- _Work to complete_: Copy out all the lines of the data that hold the word "stream".

----- Information given -----

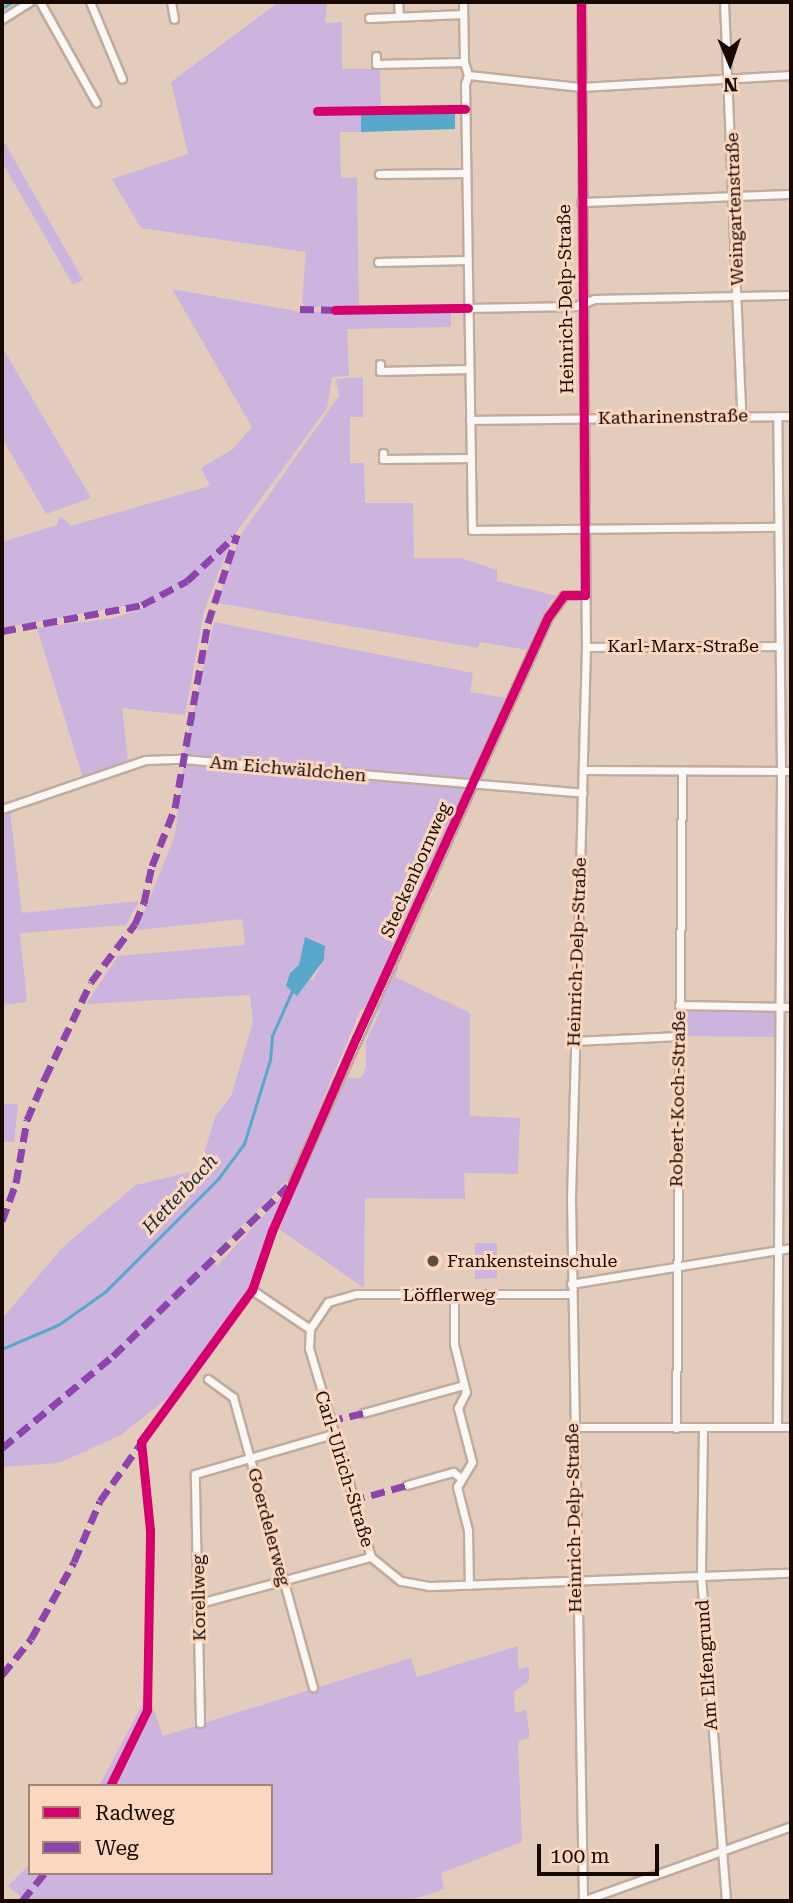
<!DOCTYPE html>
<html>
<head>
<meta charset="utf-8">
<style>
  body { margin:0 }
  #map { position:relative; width:793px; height:1903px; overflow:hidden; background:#e3ccbb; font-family:"Roboto Serif",serif }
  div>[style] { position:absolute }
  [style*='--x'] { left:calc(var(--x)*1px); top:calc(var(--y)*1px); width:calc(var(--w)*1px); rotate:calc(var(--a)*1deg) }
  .green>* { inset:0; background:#ccb4de }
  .water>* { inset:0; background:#57a8ca }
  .stream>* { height:2.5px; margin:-1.25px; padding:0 1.25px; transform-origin:1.25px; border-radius:1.25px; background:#57a8ca }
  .roads { filter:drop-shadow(2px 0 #bfac9f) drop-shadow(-2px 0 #bfac9f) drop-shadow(0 2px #bfac9f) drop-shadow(0 -2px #bfac9f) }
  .street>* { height:7px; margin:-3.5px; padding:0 3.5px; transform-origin:3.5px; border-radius:3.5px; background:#fbf7f5 }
  .quiet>* { height:7px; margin-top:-3.5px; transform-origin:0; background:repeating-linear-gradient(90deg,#8e44ad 0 14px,transparent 0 21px) }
  .cycleway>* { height:9px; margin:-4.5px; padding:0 4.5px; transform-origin:4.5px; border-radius:4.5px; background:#d6006c }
  .dots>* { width:19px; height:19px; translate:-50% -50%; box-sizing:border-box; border:4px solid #fbd7bf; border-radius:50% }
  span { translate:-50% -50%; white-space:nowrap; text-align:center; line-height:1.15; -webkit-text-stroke:6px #fbd7bf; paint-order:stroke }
  .street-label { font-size:18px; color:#170902 }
  .poi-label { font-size:18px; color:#170902 }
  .left { translate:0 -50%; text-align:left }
  .water-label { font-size:19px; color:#152d3a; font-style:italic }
  .frame { position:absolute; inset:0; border:4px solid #170902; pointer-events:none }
  .legend { position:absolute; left:28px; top:1784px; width:245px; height:91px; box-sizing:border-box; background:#fbd7bf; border:2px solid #a08573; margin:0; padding:9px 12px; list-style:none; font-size:21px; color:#170902 }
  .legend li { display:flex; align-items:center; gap:14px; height:35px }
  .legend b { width:35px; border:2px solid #a08573 }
  .north { position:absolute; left:695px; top:28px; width:70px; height:70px; -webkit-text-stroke:5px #fbd7bf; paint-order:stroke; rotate:178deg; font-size:19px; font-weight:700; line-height:28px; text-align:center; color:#170902 }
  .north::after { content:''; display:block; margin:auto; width:24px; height:32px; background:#170902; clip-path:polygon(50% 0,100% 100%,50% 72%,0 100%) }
  .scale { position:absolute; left:537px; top:1844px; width:122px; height:32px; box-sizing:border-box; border:4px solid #170902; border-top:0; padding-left:9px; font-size:21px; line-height:24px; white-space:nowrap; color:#170902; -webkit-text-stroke:5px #fbd7bf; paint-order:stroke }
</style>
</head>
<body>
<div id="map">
  <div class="green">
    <i style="clip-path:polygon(279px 2px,327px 2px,325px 23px,342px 22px,342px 69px,380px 69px,381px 108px,361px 109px,361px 132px,340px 132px,341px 178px,357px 178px,359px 307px,305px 307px,302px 301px,306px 252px,141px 228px,112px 179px,188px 154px,171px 82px)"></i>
    <i style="clip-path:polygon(2px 138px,83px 280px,73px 285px,2px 162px)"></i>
    <i style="clip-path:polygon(172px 289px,301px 312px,451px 310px,451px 327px,347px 329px,349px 376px,332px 377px,327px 408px,232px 538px,204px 611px,185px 715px,122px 708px,128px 760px,83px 778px,37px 628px,114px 618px,153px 605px,145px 602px,2px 628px,2px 542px,57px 525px,60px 516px,71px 526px,210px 486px,201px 468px,233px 449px,252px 427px)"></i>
    <i style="clip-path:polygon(2px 347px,91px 498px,46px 514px,2px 438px)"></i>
    <i style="clip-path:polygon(363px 377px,363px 417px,350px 417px,350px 463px,364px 463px,365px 503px,413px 503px,414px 558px,461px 558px,497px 570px,497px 581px,557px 596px,550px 601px,527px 650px,480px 642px,478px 648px,217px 603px,240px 536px,339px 396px,336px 379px)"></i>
    <i style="clip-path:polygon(214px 622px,473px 673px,470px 692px,506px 698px,470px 780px,193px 757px,184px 752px)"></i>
    <i style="clip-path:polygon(evenodd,184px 763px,263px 773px,466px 786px,387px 959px,399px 967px,395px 977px,470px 1013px,470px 1116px,520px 1118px,518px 1174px,464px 1173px,465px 1199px,365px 1198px,364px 1288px,279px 1229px,338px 1078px,361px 1078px,366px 1068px,366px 1041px,380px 1011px,361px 1009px,290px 1178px,211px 1257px,217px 1266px,284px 1194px,249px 1287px,175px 1392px,121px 1435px,59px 1463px,2px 1467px,2px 1319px,62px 1248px,136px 1185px,199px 1170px,215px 1117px,231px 1096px,253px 1022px,250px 995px,86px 1004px,118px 956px,245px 945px,242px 919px,137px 930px,175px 835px,184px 763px,325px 946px,324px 960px,313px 980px,290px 973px,325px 946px)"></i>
    <i style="clip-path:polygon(10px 811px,22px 913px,139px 901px,126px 925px,20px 933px,27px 1002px,2px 1005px,2px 814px)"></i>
    <i style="clip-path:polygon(679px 1005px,779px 1007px,778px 1037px,679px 1036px)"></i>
    <i style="clip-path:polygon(2px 1104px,18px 1104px,14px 1142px,2px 1142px)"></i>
    <i style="clip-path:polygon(475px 1243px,497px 1243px,497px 1278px,475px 1279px)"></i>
    <i style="clip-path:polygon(518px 1646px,518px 1669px,529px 1667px,529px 1681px,514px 1692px,515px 1713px,526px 1710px,529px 1732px,529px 1738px,518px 1741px,522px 1842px,441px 1873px,444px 1889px,409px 1901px,17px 1901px,21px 1897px,8px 1886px,30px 1864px,30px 1873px,271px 1873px,271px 1786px,99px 1786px,148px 1694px,163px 1736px,411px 1658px,417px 1677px)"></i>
  </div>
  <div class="water">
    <i style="clip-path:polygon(455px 112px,455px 129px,361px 132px,361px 113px)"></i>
    <i style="clip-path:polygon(305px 937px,325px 946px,324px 960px,297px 996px,286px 986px,290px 973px,299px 965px)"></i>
  </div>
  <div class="stream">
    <i style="--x:2;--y:8;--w:13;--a:-29"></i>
    <i style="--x:2;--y:1349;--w:61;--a:-23.2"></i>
    <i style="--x:58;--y:1325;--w:57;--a:-35.1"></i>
    <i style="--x:105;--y:1292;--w:160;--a:-45"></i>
    <i style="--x:218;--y:1179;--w:44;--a:-53.4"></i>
    <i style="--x:244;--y:1144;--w:88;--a:-72.8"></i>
    <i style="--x:270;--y:1060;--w:24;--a:-85"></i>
    <i style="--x:272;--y:1036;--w:49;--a:-66"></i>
  </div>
  <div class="roads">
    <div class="street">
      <i style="--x:40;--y:2;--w:115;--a:60.8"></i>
      <i style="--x:90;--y:2;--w:83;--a:67.4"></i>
      <i style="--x:171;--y:2;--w:17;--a:80"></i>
      <i style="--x:398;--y:2;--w:14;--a:86"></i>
      <i style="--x:463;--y:2;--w:60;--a:89"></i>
      <i style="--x:464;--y:62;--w:14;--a:73"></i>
      <i style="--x:468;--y:75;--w:9;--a:108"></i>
      <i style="--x:465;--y:84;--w:446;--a:89.1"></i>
      <i style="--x:472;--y:530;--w:306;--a:-0.6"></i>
      <i style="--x:581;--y:2;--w:645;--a:89.56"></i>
      <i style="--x:586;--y:647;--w:551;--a:91.56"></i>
      <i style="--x:571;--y:1198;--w:703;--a:89.02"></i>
      <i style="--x:724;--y:2;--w:414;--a:87.6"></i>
      <i style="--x:369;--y:18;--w:94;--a:-2.4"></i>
      <i style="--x:2;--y:19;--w:32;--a:-32"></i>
      <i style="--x:376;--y:56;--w:8;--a:90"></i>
      <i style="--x:376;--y:64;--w:88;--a:-1.3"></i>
      <i style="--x:468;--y:75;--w:114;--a:6.1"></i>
      <i style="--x:581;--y:87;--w:210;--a:-3.3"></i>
      <i style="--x:379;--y:174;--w:87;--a:-0.7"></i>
      <i style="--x:581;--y:202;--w:210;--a:-2.2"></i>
      <i style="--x:378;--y:262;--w:89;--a:-1.3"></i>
      <i style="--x:468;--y:308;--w:108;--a:-1.1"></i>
      <i style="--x:576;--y:306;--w:19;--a:-21"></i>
      <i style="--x:594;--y:299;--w:197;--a:-1.2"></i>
      <i style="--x:380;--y:364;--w:7;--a:90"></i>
      <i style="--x:380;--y:371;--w:89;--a:-1.3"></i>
      <i style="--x:470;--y:420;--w:321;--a:-0.7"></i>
      <i style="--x:383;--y:453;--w:6;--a:90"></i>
      <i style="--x:383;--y:459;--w:88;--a:-0.7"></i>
      <i style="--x:586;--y:647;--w:193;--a:-0.3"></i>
      <i style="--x:584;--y:770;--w:207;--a:0.3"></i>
      <i style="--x:2;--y:809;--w:151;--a:-18.9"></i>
      <i style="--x:145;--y:760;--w:37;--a:-2"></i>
      <i style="--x:182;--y:759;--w:402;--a:4.8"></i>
      <i style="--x:679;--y:1005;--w:112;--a:1"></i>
      <i style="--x:574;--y:1041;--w:105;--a:-2.7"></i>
      <i style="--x:293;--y:1181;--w:619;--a:-65.67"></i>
      <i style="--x:548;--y:617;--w:27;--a:-54"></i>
      <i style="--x:564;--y:595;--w:21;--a:0"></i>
      <i style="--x:571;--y:1284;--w:223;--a:-9.3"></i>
      <i style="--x:252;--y:1290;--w:70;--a:33.9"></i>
      <i style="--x:571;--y:1294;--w:215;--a:180"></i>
      <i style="--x:356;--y:1294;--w:29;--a:164"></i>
      <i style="--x:328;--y:1302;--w:32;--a:124"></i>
      <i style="--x:310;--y:1329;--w:19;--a:93"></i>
      <i style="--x:309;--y:1348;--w:218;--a:73.5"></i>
      <i style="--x:371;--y:1557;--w:38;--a:39"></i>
      <i style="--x:401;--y:1581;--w:28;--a:10"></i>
      <i style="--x:429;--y:1586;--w:362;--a:-2.1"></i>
      <i style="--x:454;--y:1295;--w:49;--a:90"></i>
      <i style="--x:454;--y:1344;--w:49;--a:76"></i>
      <i style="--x:466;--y:1392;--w:18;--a:117"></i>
      <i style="--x:458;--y:1408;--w:56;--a:75.5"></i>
      <i style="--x:472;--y:1462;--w:29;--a:121"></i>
      <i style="--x:457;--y:1487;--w:44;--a:75.7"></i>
      <i style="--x:468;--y:1530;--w:55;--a:89"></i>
      <i style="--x:208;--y:1379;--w:31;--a:36"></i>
      <i style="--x:233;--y:1397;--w:301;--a:74.6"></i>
      <i style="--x:363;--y:1413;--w:105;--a:-15.5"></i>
      <i style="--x:572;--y:1427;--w:219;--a:0"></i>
      <i style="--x:703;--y:1427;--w:149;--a:90.8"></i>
      <i style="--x:701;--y:1576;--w:326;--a:85.6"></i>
      <i style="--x:777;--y:1427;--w:656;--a:-89.65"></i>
      <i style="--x:781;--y:771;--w:355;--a:-90.6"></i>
      <i style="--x:676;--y:1428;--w:657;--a:-89.48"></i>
      <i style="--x:407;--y:1485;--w:48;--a:-15.8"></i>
      <i style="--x:453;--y:1472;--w:11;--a:38"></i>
      <i style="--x:200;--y:1603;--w:177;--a:-15.1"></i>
      <i style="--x:200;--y:1723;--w:249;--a:-91.2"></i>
      <i style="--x:195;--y:1474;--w:144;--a:-16.2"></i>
      <i style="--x:582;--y:1901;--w:222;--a:-19.7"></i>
    </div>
  </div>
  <div class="quiet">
    <i style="--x:300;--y:309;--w:42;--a:1.4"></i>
    <i style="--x:2;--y:631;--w:142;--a:-10.5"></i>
    <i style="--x:142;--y:605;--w:51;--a:-28.1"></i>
    <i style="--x:187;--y:581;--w:64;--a:-43.1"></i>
    <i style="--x:2;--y:1221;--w:40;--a:-69.8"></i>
    <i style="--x:16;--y:1183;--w:64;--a:-80.1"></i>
    <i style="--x:27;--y:1120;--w:46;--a:-66.8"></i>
    <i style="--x:45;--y:1078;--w:106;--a:-64.4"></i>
    <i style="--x:91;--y:982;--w:73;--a:-52.8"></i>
    <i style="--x:135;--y:924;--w:23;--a:-67"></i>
    <i style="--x:144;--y:903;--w:38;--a:-78"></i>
    <i style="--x:152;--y:866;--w:62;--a:-68.4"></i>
    <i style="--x:175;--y:808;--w:188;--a:-79.9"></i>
    <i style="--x:208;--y:623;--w:93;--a:-71.8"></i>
    <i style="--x:329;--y:1421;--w:35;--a:-13"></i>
    <i style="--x:2;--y:1448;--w:144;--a:-39.7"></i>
    <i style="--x:113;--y:1356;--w:244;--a:-44.2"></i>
    <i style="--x:351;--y:1501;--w:58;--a:-15.9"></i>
    <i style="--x:2;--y:1675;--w:46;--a:-51.1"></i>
    <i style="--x:31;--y:1639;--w:88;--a:-60.8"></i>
    <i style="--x:74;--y:1562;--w:66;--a:-66.9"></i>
    <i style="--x:100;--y:1501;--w:72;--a:-54.6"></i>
    <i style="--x:22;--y:1901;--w:36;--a:-51"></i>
  </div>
  <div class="cycleway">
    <i style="--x:317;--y:111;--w:148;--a:-0.8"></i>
    <i style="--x:335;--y:310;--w:133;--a:-0.9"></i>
    <i style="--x:110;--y:1786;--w:85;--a:-64"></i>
    <i style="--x:147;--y:1710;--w:180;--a:-89"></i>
    <i style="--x:150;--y:1530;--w:88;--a:-95.8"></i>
    <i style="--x:141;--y:1442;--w:188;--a:-53.9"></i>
    <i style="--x:252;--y:1290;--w:62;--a:-71.3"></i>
    <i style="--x:272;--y:1231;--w:210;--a:-66.5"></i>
    <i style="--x:356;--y:1038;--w:463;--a:-65.5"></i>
    <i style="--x:548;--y:617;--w:27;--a:-54"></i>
    <i style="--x:564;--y:595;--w:21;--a:0"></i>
    <i style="--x:585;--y:595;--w:593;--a:-90.39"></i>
  </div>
  <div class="dots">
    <i style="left:433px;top:1261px;background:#5e4d43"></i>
  </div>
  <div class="street-label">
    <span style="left:735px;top:209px;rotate:-92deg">Weingartenstraße</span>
    <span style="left:566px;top:299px;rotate:-91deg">Heinrich-Delp-Straße</span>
    <span style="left:673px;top:417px;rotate:-1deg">Katharinenstraße</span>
    <span style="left:683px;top:646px">Karl-Marx-Straße</span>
    <span style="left:288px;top:769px;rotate:5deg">Am Eichwäldchen</span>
    <span style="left:416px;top:870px;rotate:-66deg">Steckenbornweg</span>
    <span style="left:577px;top:952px;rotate:-88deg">Heinrich-Delp-Straße</span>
    <span style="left:678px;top:1099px;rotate:-89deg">Robert-Koch-Straße</span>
    <span style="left:449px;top:1295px">Löfflerweg</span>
    <span style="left:344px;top:1469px;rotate:73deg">Carl-Ulrich-Straße</span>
    <span style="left:574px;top:1518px;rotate:-91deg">Heinrich-Delp-Straße</span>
    <span style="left:269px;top:1527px;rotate:75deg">Goerdelerweg</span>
    <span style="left:199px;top:1598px;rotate:-91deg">Korellweg</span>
    <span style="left:707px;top:1665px;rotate:-94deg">Am Elfengrund</span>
  </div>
  <div class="poi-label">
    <span class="left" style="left:447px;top:1261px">Frankensteinschule</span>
  </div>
  <div class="water-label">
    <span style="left:180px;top:1194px;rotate:-47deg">Hetterbach</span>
  </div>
  <div class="frame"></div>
  <ul class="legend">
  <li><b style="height:9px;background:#d6006c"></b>Radweg</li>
  <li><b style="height:9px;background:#8e44ad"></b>Weg</li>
  </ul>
  <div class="north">N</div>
  <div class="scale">100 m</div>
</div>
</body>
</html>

-----

- _Task result_:
  .stream>* { height:2.5px; margin:-1.25px; padding:0 1.25px; transform-origin:1.25px; border-radius:1.25px; background:#57a8ca }
  <div class="stream">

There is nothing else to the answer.